# [Extracted entries]
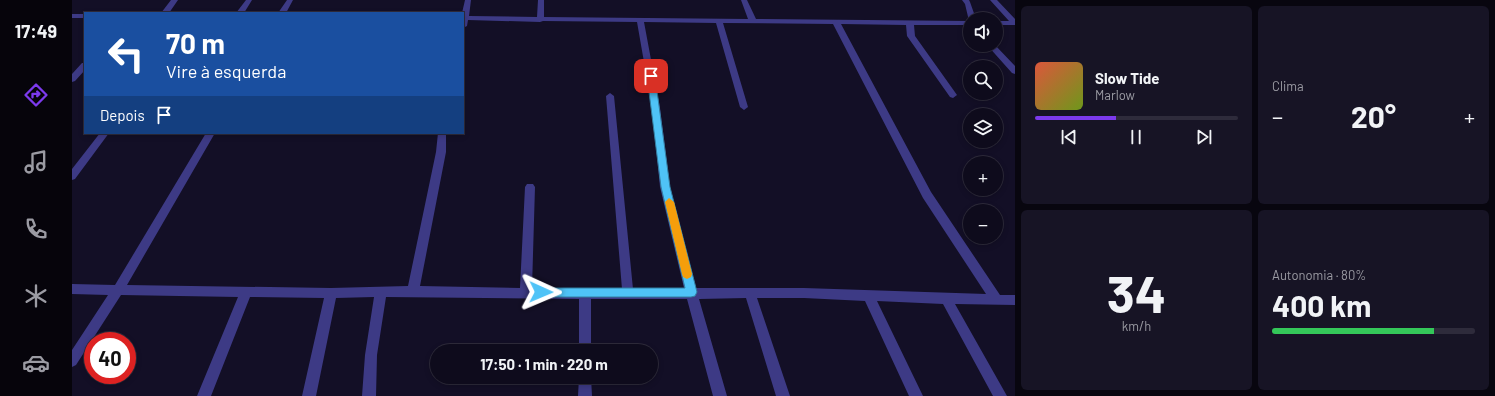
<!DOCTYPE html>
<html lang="pt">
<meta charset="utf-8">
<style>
body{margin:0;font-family:Barlow,sans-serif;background:#171425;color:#f1f3f6;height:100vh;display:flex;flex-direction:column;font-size:15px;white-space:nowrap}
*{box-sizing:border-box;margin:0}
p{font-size:13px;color:#9b9ba3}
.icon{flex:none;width:22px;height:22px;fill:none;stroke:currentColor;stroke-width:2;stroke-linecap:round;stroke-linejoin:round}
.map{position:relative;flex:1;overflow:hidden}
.sheet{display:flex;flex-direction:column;gap:6px;padding:6px;background:#08060f;width:480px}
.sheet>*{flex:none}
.top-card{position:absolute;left:12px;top:12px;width:380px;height:122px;border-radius:0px;box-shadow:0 2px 6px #0003,0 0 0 1px #2e2b3b;background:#1a4fa0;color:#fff;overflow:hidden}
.tools{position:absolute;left:891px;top:12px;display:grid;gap:8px}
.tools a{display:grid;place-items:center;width:40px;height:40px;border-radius:50%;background:#0e0b1c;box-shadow:0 2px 6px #0003,0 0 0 1px #2e2b3b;font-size:20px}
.speed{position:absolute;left:12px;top:332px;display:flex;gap:8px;font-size:20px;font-weight:700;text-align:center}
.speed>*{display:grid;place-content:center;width:52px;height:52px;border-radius:50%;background:#0e0b1c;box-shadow:0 2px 6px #0003,0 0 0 1px #2e2b3b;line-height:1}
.speed .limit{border:6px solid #d22;background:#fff;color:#111}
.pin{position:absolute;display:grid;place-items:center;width:34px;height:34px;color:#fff;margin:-17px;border-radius:8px;box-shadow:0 2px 6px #0006}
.me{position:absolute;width:44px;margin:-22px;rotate:91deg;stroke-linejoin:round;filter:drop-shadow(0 0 3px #0008)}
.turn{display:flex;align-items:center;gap:14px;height:84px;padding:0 16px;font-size:18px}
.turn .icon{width:52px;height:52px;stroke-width:2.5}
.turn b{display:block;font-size:28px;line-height:34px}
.then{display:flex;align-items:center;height:38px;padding:0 16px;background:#0003;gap:8px;font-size:15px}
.big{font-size:30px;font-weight:700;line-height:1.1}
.sheet .widget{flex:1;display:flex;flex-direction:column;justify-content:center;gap:6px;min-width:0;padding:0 14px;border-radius:6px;background:#171425}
.sheet .dial{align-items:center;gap:0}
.dial b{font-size:52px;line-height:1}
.song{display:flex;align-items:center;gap:12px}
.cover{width:48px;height:48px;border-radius:6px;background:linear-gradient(135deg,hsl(10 70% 55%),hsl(80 70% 35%))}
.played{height:4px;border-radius:2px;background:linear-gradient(90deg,#7c3aed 40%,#2e2b3b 40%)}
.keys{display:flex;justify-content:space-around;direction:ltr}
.heat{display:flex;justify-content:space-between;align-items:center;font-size:22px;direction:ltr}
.charge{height:6px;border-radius:3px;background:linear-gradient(90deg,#34c759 80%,#2e2b3b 0)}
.sheet .tiles{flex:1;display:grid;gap:6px;grid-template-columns:repeat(2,1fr)}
.trip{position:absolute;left:358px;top:344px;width:228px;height:40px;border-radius:20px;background:#0e0b1c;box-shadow:0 2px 6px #0003,0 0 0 1px #2e2b3b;font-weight:700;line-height:40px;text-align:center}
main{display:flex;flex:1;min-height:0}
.dock{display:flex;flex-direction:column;width:72px;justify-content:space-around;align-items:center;background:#06040b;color:#9b9ba3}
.dock .icon{width:28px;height:28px}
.dock .current{color:#7c3aed}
.dock b{font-size:18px;color:#f1f3f6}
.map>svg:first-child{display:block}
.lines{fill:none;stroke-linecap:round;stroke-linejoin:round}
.minor{fill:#3d3a85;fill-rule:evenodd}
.route{fill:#4fc3f7;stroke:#337fa1}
.slow{fill:#f59e0b}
</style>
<main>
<nav class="dock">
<b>17:49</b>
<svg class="icon current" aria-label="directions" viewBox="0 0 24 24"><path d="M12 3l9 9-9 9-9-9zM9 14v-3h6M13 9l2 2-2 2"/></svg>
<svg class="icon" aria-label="music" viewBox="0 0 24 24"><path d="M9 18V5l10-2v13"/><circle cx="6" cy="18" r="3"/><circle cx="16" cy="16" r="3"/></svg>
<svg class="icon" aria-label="phone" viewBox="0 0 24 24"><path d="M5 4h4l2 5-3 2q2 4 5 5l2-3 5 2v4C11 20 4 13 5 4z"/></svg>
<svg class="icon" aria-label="climate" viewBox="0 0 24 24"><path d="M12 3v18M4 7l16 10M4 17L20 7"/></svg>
<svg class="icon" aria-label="car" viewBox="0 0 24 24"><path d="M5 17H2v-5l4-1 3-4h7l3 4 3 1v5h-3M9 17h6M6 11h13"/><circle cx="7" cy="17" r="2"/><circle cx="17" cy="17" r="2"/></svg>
</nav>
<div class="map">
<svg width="943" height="396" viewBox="0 0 943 396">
<rect width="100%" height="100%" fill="#130f26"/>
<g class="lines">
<path class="minor" d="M 99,0 L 106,0 L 97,13 L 89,13 Z
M 174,0 L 180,0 L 172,13 L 164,13 Z
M 215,0 L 221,0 L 214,13 L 206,13 Z
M 393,0 L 399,0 L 397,16 L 465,17 L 466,0 L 472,0 L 472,17 L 676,19 L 669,0 L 675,0 L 684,19 L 898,21 L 898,25 L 842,25 L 843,36 L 885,95 L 881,98 L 878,97 L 835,36 L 834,25 L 769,24 L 859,192 L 928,295 L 943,295 L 943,305 L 883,304 L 935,396 L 921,396 L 871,304 L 805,301 L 851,396 L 837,396 L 793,301 L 732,298 L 685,298 L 718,396 L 704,396 L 674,298 L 627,299 L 655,396 L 641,396 L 615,299 L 519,299 L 519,351 L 507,351 L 507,299 L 314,297 L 305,355 L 304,396 L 290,396 L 293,355 L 302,297 L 264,298 L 244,396 L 230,396 L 252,298 L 178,297 L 139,396 L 125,396 L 166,297 L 49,295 L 4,365 L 0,367 L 0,350 L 36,295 L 0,294 L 0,284 L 43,285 L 134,133 L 143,133 L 55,285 L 259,288 L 336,286 L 364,152 L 366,133 L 374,133 L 374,152 L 348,286 L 448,288 L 453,187 L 455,184 L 461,184 L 463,187 L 460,288 L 550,289 L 534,96 L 538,93 L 542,96 L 561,289 L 612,288 L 588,187 L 580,108 L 565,22 L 471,21 L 468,22 L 396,20 L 395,26 L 391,28 L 390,13 ZM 572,22 L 644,23 L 668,107 L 672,110 L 676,107 L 651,23 L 761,24 L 851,198 L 914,294 L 732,288 L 624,288 L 598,187 L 588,108 Z
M 890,0 L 897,0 L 898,2 L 904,19 L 898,19 L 897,21 L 893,4 Z
M 918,0 L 925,0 L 943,19 L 943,25 L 924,25 L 924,21 L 937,21 Z
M 0,14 L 13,14 L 13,18 L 0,18 Z
M 915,45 L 923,45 L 943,66 L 943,74 L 940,73 Z
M 10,63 L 13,63 L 13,70 L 3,81 L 0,82 L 0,74 Z
M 28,133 L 37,133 L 3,179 L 0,180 L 0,169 Z
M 507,377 L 519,377 L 520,396 L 506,396 Z"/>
</g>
<path class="route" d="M 579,73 L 583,76 L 598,187 L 625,292 L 623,296 L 619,297 L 469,297 L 465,296 L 464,292 L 465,289 L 469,288 L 613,288 L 589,187 L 575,76 Z"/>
<path class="slow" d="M 597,198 L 602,202 L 620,274 L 619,277 L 615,279 L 611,277 L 610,274 L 593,202 Z"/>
</svg>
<div class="tools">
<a><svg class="icon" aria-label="sound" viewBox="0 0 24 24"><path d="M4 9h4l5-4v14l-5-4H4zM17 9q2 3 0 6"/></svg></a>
<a><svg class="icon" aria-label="search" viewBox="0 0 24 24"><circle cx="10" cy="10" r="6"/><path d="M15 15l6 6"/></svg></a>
<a><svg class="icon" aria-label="layers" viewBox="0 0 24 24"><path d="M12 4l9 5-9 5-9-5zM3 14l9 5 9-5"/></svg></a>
<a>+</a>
<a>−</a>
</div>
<div class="speed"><div class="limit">40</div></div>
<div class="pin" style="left:579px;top:76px;background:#d93025"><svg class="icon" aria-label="arrive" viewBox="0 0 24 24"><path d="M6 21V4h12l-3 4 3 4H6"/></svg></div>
<svg class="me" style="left:469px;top:292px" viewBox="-20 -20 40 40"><path d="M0-17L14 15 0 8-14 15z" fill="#4fc3f7" stroke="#fff" stroke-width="4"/></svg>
<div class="trip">17:50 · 1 min · 220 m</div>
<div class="top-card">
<div class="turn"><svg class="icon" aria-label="left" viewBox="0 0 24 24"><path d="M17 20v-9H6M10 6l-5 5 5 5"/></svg><div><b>70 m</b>Vire à esquerda</div></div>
<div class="then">Depois<svg class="icon" aria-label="arrive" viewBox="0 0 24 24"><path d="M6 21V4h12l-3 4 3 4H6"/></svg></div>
</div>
</div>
<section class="sheet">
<div class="tiles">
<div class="widget">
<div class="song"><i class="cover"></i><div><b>Slow Tide</b><p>Marlow</p></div></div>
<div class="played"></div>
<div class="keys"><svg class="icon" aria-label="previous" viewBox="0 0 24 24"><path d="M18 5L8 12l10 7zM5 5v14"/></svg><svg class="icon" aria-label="pause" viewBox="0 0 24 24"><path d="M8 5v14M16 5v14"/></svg><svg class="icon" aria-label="next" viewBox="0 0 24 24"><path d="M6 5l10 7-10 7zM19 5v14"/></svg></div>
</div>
<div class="widget"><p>Clima</p>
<div class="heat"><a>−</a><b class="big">20°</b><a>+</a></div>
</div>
<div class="widget dial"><b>34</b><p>km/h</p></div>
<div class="widget"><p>Autonomia · 80%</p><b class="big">400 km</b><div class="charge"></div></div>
</div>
</section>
</main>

# [To do]
Wherever a line in the entries above holds "speed", copy that line.

# [Result of the exercise]
.speed{position:absolute;left:12px;top:332px;display:flex;gap:8px;font-size:20px;font-weight:700;text-align:center}
.speed>*{display:grid;place-content:center;width:52px;height:52px;border-radius:50%;background:#0e0b1c;box-shadow:0 2px 6px #0003,0 0 0 1px #2e2b3b;line-height:1}
.speed .limit{border:6px solid #d22;background:#fff;color:#111}
<div class="speed"><div class="limit">40</div></div>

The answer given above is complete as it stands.